Gather every line in the records below that contains the word "MONTEBELLO".

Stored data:
=== Section Start ===
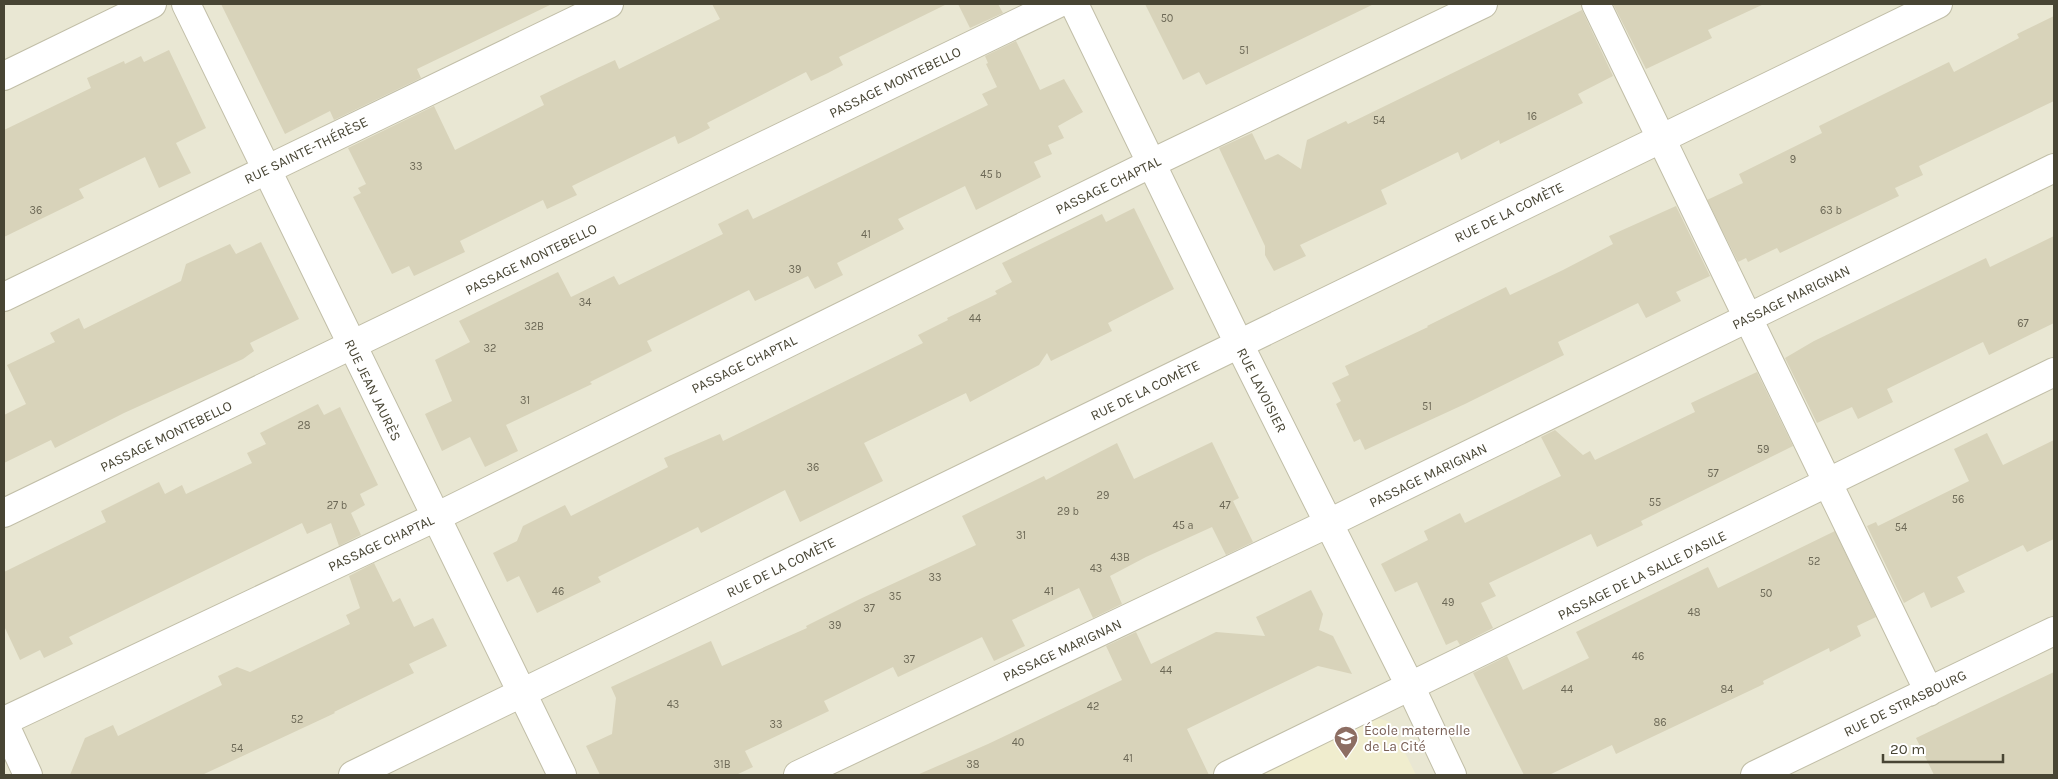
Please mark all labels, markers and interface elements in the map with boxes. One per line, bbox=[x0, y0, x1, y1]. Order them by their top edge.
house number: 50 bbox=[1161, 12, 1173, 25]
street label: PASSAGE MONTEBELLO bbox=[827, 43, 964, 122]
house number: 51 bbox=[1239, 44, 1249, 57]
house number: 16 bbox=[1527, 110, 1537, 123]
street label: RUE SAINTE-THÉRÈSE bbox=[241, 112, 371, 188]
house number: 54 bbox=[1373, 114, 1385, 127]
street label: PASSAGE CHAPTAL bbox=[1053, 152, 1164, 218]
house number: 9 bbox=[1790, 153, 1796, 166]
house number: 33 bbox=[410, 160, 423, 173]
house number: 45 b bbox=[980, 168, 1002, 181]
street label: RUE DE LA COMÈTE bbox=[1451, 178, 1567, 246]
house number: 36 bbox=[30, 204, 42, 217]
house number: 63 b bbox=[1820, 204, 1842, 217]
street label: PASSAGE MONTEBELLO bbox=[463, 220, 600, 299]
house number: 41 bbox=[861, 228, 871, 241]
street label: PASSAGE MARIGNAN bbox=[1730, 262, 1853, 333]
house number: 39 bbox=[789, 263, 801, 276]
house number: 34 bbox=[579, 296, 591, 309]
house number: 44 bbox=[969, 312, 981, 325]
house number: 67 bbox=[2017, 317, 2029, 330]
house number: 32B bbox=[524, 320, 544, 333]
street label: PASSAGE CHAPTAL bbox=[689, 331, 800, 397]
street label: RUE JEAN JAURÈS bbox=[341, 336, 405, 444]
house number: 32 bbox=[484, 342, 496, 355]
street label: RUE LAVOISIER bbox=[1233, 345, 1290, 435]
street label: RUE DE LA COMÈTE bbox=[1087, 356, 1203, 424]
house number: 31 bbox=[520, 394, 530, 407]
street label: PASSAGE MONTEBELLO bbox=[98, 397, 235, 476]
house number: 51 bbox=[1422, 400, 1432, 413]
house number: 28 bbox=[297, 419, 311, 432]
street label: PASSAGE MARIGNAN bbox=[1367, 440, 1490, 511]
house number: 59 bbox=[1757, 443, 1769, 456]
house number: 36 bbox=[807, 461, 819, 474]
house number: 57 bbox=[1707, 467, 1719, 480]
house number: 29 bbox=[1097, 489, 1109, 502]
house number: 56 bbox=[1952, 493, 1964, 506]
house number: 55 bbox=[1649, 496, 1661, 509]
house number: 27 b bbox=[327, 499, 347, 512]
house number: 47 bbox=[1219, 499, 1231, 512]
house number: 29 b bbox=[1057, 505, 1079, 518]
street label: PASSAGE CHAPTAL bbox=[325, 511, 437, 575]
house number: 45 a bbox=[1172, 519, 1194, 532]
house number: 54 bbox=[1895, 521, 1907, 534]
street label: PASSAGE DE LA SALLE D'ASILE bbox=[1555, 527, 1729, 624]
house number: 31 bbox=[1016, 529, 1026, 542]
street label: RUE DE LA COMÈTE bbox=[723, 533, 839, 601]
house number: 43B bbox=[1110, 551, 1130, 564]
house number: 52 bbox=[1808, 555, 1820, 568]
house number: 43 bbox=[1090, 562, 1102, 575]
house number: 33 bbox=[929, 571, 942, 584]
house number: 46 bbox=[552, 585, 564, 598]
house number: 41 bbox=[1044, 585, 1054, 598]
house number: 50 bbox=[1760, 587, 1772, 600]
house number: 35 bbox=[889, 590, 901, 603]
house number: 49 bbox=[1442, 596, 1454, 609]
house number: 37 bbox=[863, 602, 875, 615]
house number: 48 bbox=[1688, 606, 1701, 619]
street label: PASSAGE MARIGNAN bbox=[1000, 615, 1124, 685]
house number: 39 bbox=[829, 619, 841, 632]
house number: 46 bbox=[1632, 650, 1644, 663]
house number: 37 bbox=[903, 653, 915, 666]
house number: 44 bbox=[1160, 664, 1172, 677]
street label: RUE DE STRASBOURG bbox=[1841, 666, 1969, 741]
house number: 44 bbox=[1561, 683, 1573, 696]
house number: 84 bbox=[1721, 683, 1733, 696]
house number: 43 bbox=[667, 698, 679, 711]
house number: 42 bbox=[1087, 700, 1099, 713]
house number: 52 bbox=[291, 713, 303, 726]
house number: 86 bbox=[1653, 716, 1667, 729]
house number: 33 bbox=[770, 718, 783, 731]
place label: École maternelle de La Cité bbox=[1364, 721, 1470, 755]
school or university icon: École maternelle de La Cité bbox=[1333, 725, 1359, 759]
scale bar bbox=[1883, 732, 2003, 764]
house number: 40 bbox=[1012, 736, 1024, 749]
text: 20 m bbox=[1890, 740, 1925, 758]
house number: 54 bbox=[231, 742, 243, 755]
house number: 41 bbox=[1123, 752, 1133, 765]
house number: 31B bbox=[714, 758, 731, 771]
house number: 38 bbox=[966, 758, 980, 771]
=== Section End ===
RESULT
street label: PASSAGE MONTEBELLO bbox=[827, 43, 964, 122]
street label: PASSAGE MONTEBELLO bbox=[463, 220, 600, 299]
street label: PASSAGE MONTEBELLO bbox=[98, 397, 235, 476]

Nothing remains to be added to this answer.